» **Activity**:
Go through the listing below and say how many lines include "lists". Give the number by itself.

» **Data for review**:

# # #

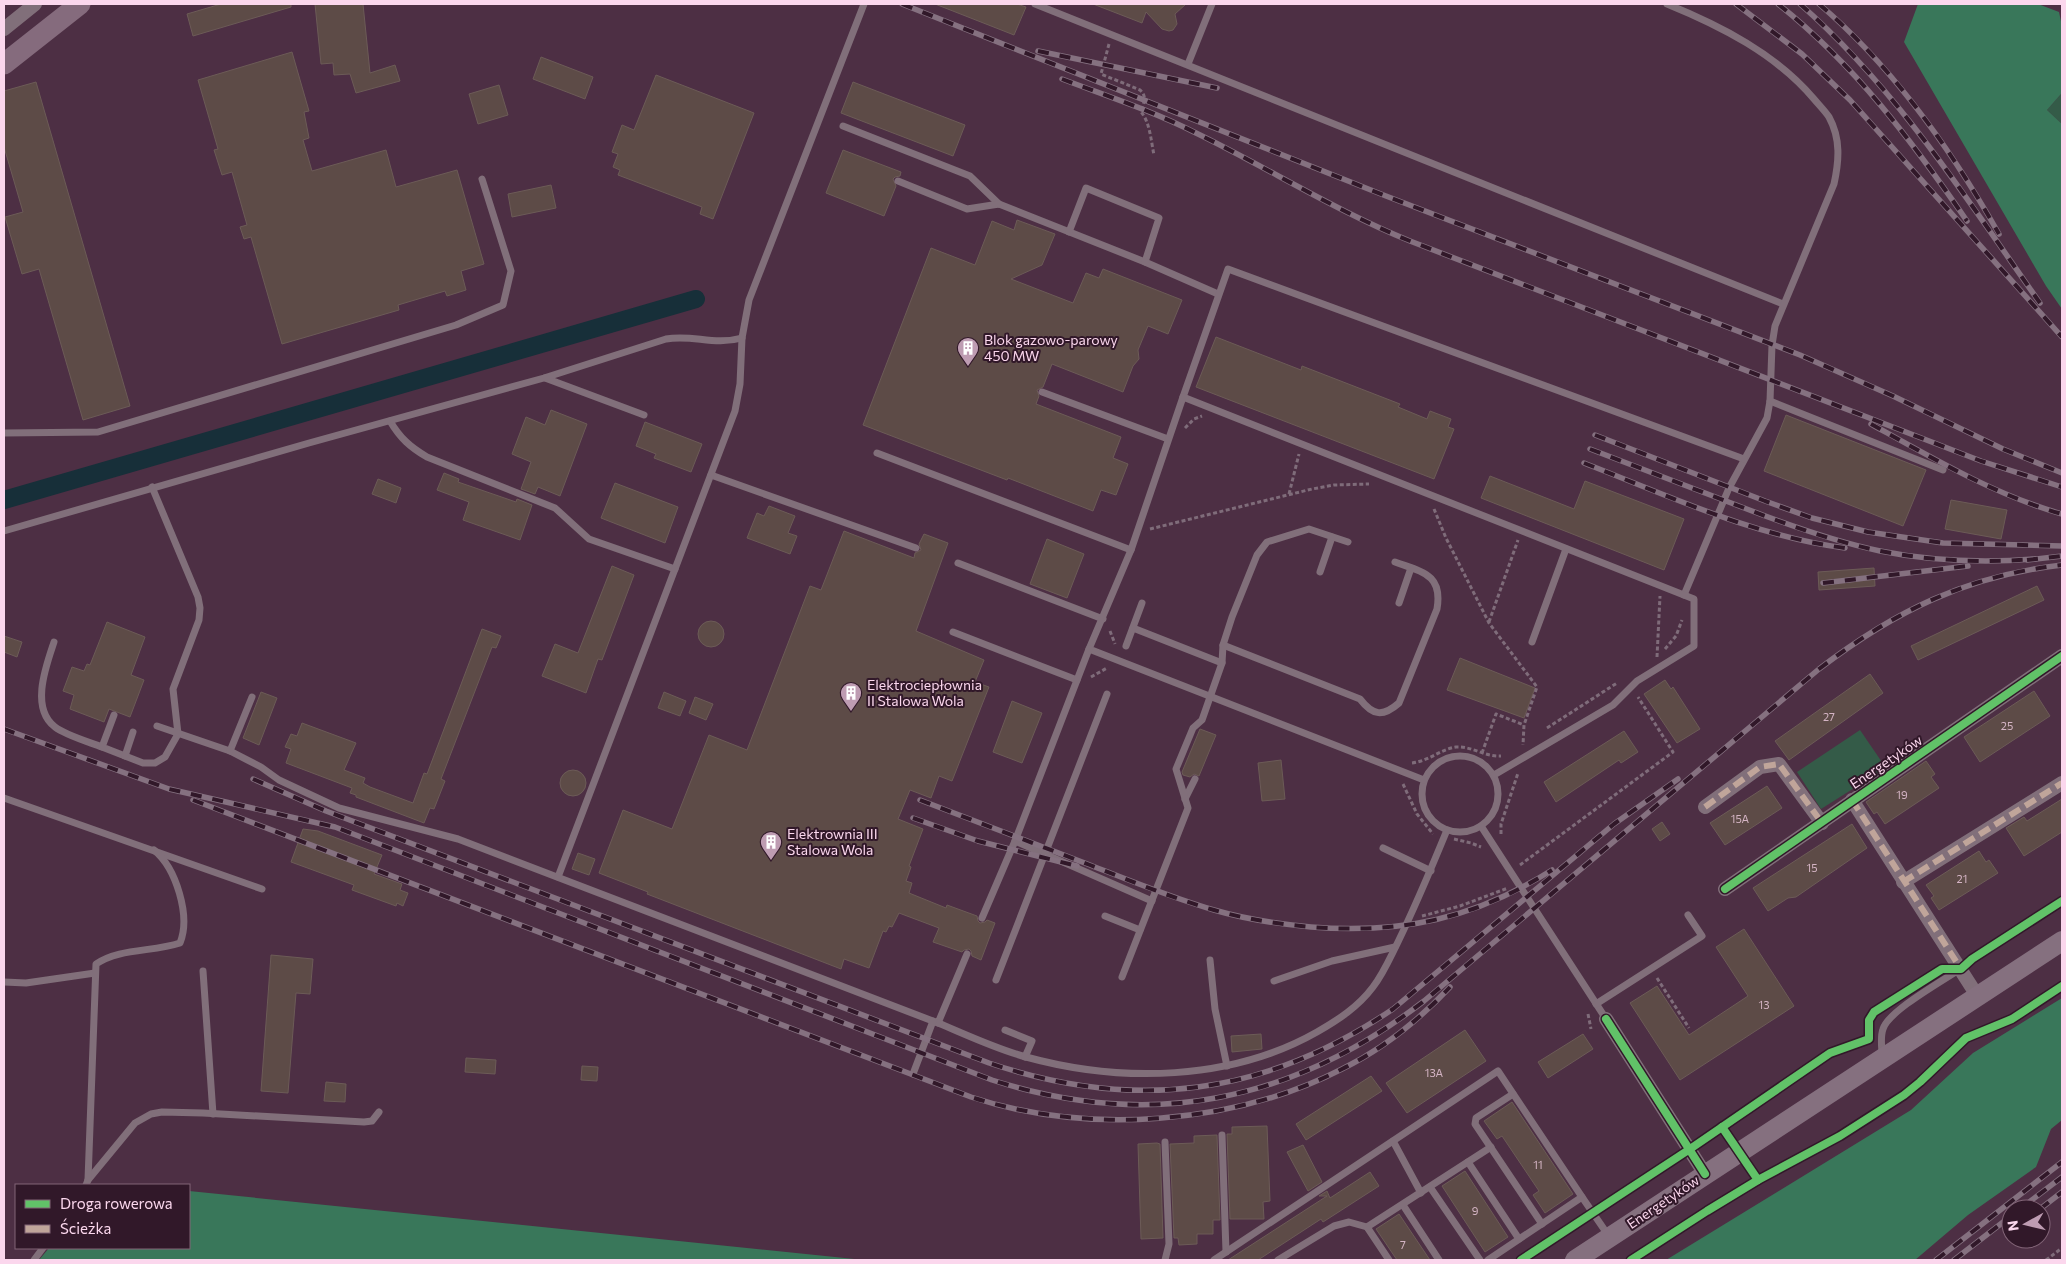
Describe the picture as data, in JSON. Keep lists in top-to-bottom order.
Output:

# # #

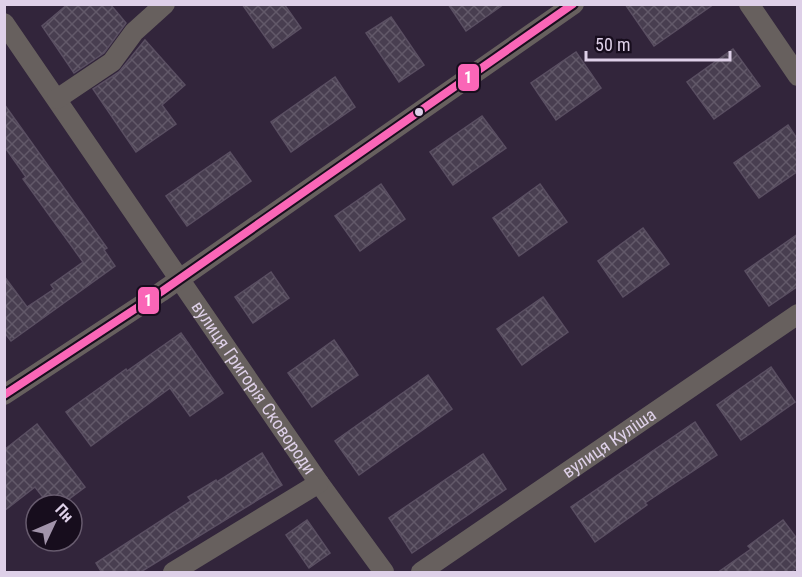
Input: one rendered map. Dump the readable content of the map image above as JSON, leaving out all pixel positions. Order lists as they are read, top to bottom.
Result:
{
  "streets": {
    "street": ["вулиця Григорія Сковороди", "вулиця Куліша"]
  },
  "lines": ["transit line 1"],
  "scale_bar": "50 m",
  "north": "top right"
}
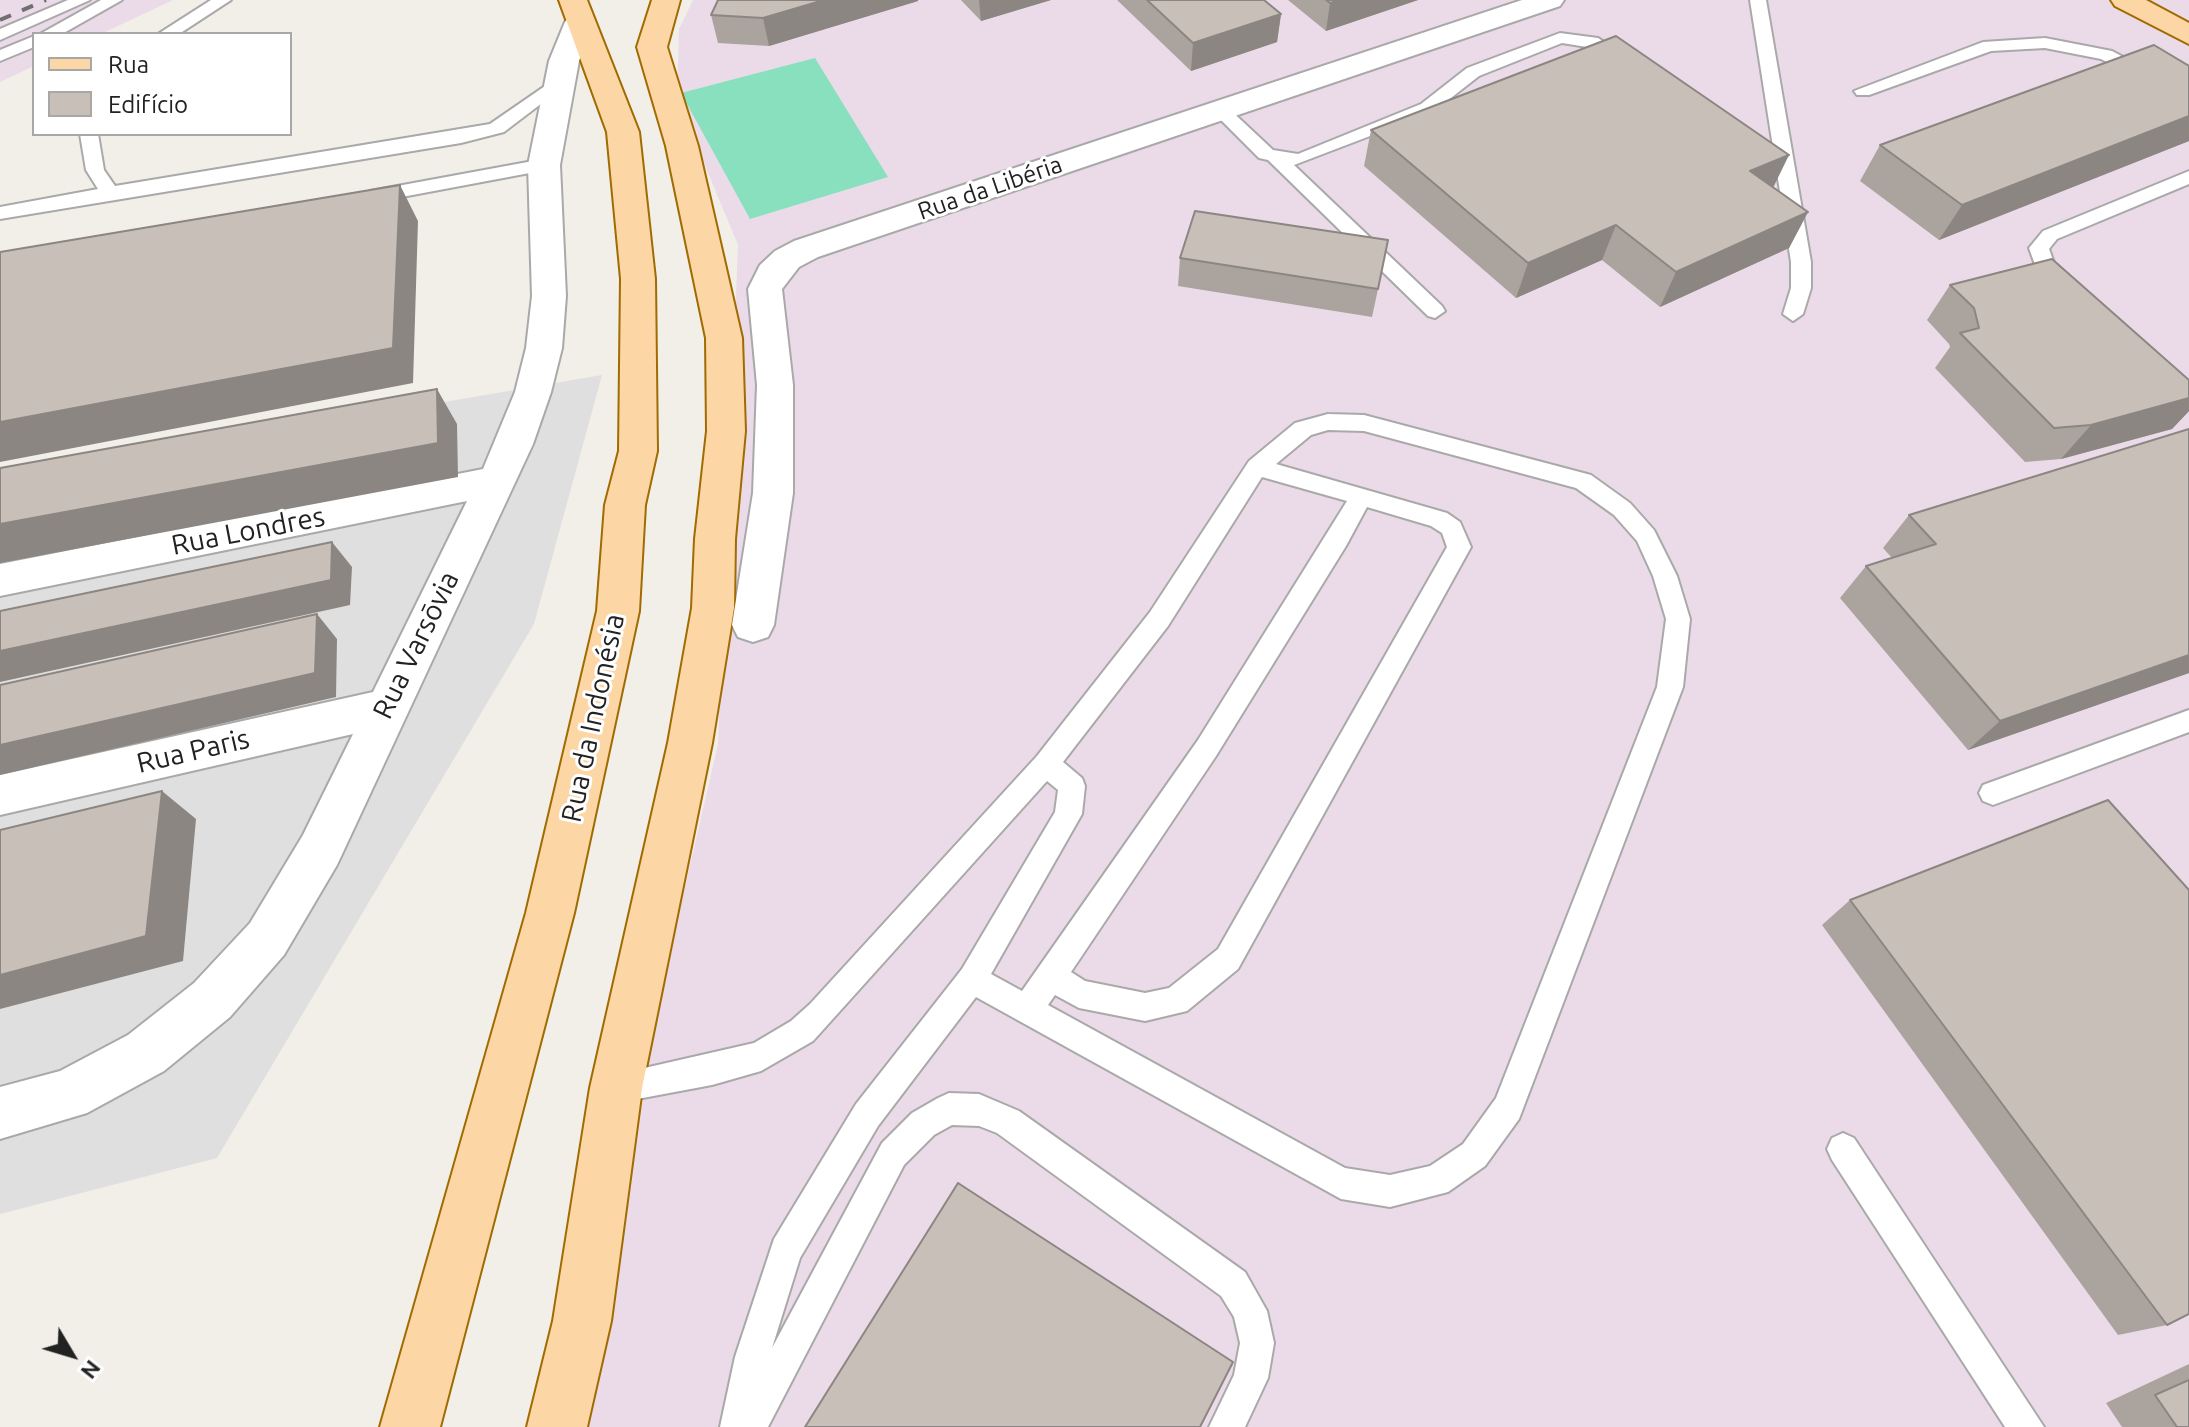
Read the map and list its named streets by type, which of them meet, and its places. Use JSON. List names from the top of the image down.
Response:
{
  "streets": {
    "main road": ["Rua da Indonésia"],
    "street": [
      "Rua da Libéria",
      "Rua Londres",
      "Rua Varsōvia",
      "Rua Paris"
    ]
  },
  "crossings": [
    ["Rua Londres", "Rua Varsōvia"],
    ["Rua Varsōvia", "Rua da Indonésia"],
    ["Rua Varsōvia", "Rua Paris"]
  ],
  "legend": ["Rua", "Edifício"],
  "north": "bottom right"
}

# # #

» **Output for this task**:
2